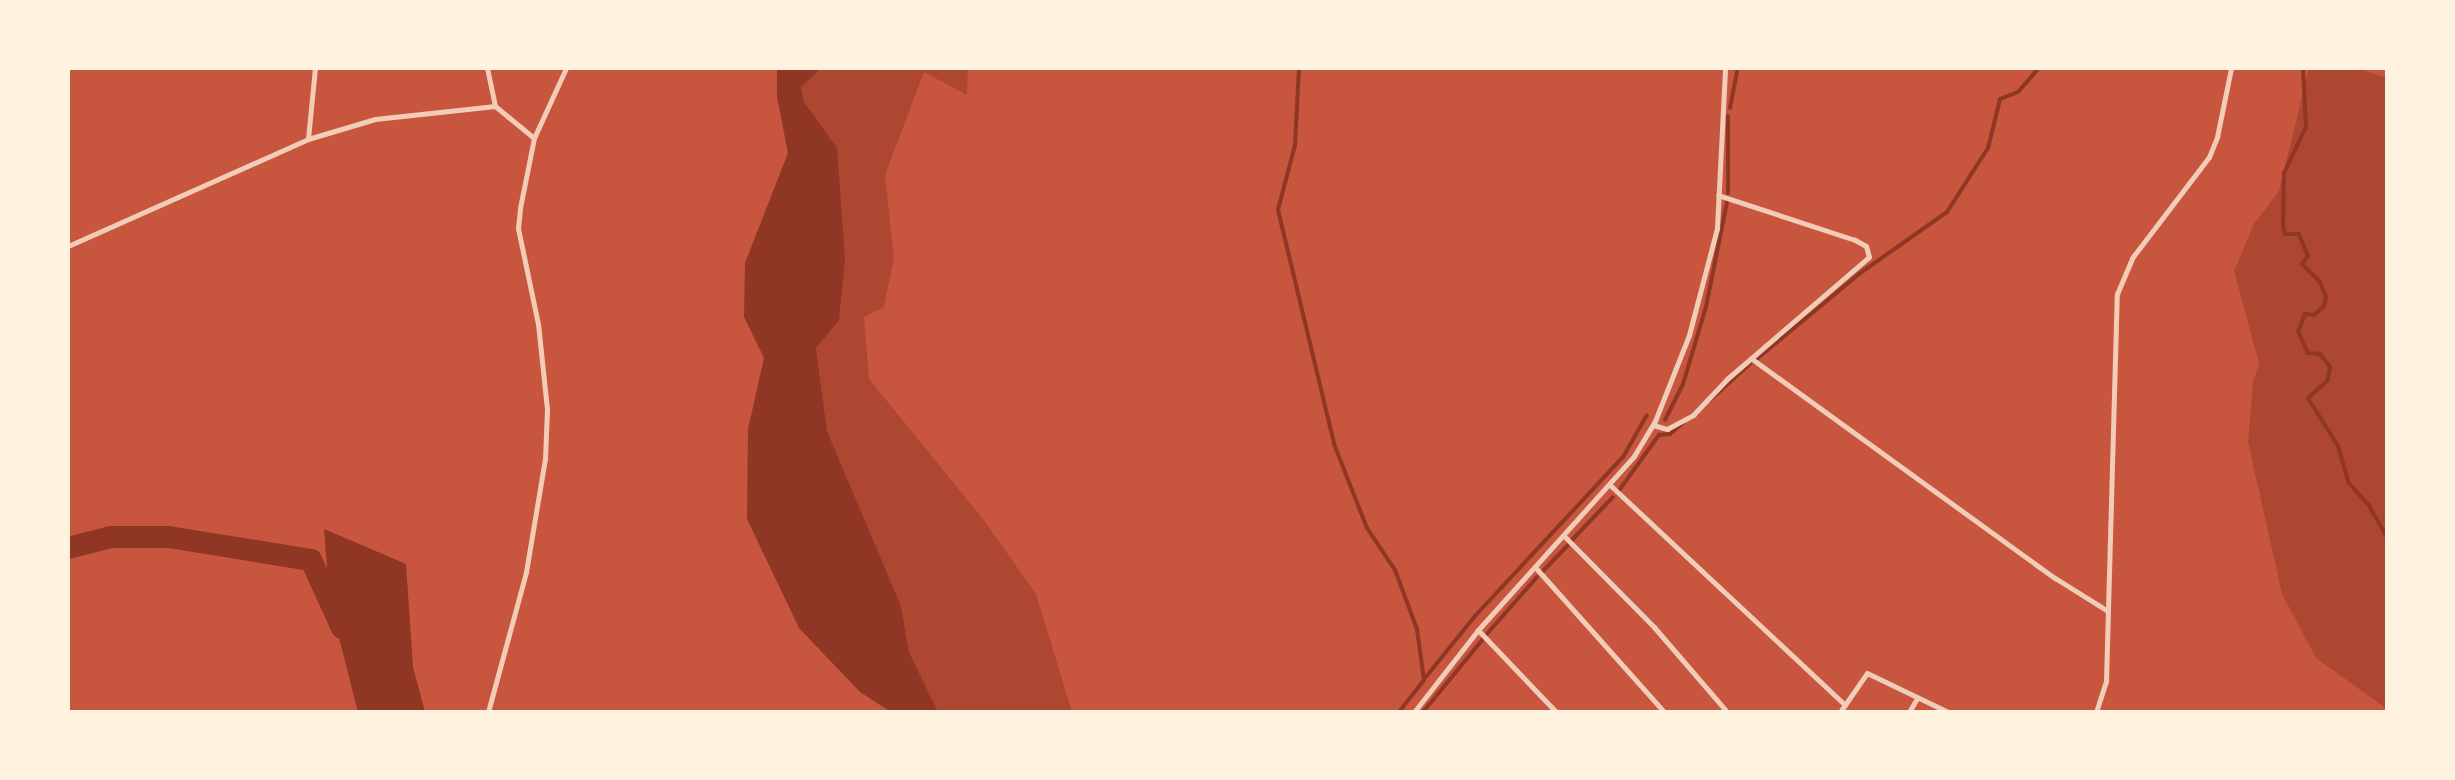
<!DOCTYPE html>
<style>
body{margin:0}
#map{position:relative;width:2455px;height:780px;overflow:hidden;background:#c8553d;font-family:Jost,sans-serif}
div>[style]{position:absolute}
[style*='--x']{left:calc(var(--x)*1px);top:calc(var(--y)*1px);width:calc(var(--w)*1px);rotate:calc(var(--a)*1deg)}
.green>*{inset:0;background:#ae4732}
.water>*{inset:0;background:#8f3625}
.stream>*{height:4px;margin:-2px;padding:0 2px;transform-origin:2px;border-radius:2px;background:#8f3625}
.river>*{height:22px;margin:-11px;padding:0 11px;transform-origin:11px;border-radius:11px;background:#8f3625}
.minor>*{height:5px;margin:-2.5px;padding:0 2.5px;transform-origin:2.5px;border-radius:2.5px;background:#f1ccb7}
span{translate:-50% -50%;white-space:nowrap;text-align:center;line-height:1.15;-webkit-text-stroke:10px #fff3e0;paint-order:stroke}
.frame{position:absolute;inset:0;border:70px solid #fff3e0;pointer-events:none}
</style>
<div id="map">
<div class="green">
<div style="clip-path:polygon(821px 68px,968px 68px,967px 95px,924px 72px,885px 175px,894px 258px,884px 307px,864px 317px,869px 379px,983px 519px,1036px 594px,1072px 712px,938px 712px,909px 652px,901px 606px,827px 431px,816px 348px,837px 149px,804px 102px,801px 86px)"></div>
<div style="clip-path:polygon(2309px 68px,2357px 68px,2387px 78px,2387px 709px,2316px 658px,2282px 594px,2248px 442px,2253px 383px,2259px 363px,2234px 271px,2254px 224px,2279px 191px)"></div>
</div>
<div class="water">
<div style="clip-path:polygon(777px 68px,821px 68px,801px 87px,804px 102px,837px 148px,845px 259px,839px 320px,816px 348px,827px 431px,901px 606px,909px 652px,938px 712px,891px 712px,860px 692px,799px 628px,747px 519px,748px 429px,764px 358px,744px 317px,745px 263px,788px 153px,777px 97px)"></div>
<div style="clip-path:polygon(324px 529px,406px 564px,413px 667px,425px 712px,358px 712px,330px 603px)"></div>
</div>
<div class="stream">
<div style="--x:1299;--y:68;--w:77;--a:93"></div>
<div style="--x:1295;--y:145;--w:67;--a:104.7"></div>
<div style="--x:1278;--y:210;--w:241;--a:76.5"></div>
<div style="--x:1334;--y:444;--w:90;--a:68.6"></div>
<div style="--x:1367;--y:528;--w:50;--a:56.3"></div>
<div style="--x:1395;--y:570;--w:63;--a:69.6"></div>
<div style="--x:1417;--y:629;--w:51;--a:82.2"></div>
<div style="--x:1424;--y:680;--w:41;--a:128"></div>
<div style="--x:2303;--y:68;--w:59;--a:87.1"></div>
<div style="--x:2306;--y:127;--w:51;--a:115.6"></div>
<div style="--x:2284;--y:173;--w:53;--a:91.1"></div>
<div style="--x:2283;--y:226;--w:8;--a:76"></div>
<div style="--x:2285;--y:234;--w:14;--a:0"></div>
<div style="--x:2299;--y:234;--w:24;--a:68"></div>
<div style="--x:2308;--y:256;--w:10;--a:127"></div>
<div style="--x:2302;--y:264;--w:25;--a:45"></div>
<div style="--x:2320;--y:282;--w:16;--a:68"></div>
<div style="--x:2326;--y:297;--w:9;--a:103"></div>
<div style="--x:2324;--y:306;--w:13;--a:138"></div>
<div style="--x:2314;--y:315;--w:9;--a:-174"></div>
<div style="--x:2305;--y:314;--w:18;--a:112"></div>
<div style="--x:2298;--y:331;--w:24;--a:66"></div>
<div style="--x:2308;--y:353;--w:12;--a:5"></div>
<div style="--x:2320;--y:354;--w:16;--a:52"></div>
<div style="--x:2330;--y:367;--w:13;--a:99"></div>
<div style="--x:2328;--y:380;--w:27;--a:138"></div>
<div style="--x:2308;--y:398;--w:57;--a:58"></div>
<div style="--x:2338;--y:446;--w:37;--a:74"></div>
<div style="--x:2348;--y:482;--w:30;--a:48"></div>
<div style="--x:2368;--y:504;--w:40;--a:60.3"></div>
<div style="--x:1730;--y:108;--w:37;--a:-79"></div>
<div style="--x:1728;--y:193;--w:77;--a:-90"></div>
<div style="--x:1758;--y:358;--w:131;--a:-39.7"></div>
<div style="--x:1859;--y:274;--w:108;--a:-35.2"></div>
<div style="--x:1947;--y:212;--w:76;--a:-57.4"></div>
<div style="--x:1988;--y:148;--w:50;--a:-76.2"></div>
<div style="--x:2000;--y:99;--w:19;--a:-21"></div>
<div style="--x:2018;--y:92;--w:32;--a:-49"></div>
<div style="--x:1710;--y:400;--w:55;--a:-42.1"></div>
<div style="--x:1665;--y:420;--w:40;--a:-63.4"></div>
<div style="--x:1683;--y:384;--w:80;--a:-73.4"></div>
<div style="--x:1706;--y:307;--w:107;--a:-78.7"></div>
<div style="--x:1620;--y:489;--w:67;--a:-54.2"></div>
<div style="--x:1659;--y:435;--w:11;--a:-5"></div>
<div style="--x:1670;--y:434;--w:18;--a:-41"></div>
<div style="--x:1572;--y:540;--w:59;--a:-46.4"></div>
<div style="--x:1543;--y:571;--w:37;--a:-46"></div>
<div style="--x:1486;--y:635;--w:77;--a:-48.7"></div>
<div style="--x:1425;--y:678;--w:80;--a:-51.1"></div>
<div style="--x:1475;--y:616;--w:217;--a:-47.1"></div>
<div style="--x:1623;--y:457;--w:48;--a:-60.3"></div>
<div style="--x:1423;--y:712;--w:94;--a:-50.6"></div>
</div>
<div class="river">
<div style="--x:68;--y:548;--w:44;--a:-14.3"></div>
<div style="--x:111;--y:537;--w:58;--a:0"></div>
<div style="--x:169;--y:537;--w:144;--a:9.2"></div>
<div style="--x:311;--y:560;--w:75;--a:65.5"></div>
</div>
<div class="minor">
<div style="--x:487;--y:68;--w:39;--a:78"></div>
<div style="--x:308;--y:139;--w:71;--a:-84.4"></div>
<div style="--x:68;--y:246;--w:263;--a:-24"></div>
<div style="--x:308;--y:139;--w:70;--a:-16.6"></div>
<div style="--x:375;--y:119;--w:121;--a:-6.2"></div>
<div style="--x:495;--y:106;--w:50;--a:39.4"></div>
<div style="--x:1752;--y:359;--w:374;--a:35.9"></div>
<div style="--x:2055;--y:578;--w:62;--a:31.9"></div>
<div style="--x:1653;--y:425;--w:15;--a:16"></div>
<div style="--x:1667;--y:429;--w:30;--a:-28"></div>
<div style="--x:1693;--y:415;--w:50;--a:-46.6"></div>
<div style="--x:1727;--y:379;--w:187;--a:-40.7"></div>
<div style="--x:1869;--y:257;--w:11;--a:-105"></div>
<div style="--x:1866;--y:246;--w:13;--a:-151"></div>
<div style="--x:1855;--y:240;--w:144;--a:-161.8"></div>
<div style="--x:1610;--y:485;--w:322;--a:43.1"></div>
<div style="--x:1564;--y:536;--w:128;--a:45.3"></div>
<div style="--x:1654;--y:627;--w:112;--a:49.3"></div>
<div style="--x:1535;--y:567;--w:194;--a:48.3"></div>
<div style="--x:1478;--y:630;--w:113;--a:46.4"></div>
<div style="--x:488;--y:712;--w:145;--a:-74.8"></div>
<div style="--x:526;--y:572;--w:115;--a:-80.5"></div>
<div style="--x:545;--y:459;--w:50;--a:-87.7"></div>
<div style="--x:547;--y:409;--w:85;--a:-96"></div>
<div style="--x:538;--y:324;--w:98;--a:-101.8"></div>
<div style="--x:518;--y:228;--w:20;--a:-84"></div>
<div style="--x:520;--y:208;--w:71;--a:-78.7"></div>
<div style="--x:534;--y:138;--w:77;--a:-65.4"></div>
<div style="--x:1414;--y:712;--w:104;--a:-52"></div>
<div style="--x:1478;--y:630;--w:234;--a:-48.1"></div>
<div style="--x:1634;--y:456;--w:41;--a:-59"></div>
<div style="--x:1655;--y:421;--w:92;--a:-68.4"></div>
<div style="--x:1689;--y:335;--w:111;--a:-75.3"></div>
<div style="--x:1717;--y:228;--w:160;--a:-87.1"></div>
<div style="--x:1840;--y:712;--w:47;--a:-55.3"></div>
<div style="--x:1867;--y:673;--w:90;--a:25.7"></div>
<div style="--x:1909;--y:712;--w:16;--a:-60"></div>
<div style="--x:2096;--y:712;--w:33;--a:-72"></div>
<div style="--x:2106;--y:681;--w:387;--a:-88.4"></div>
<div style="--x:2117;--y:294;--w:39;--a:-67"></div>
<div style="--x:2132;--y:258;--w:127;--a:-52.7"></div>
<div style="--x:2209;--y:157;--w:22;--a:-68"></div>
<div style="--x:2217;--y:137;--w:70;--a:-78.5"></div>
</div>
<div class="frame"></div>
</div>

══════════

**PROBLEM DESCRIPTION:** Look through the listing, and copy each line that contains the word "width".

**PROBLEM SOLUTION:**
#map{position:relative;width:2455px;height:780px;overflow:hidden;background:#c8553d;font-family:Jost,sans-serif}
[style*='--x']{left:calc(var(--x)*1px);top:calc(var(--y)*1px);width:calc(var(--w)*1px);rotate:calc(var(--a)*1deg)}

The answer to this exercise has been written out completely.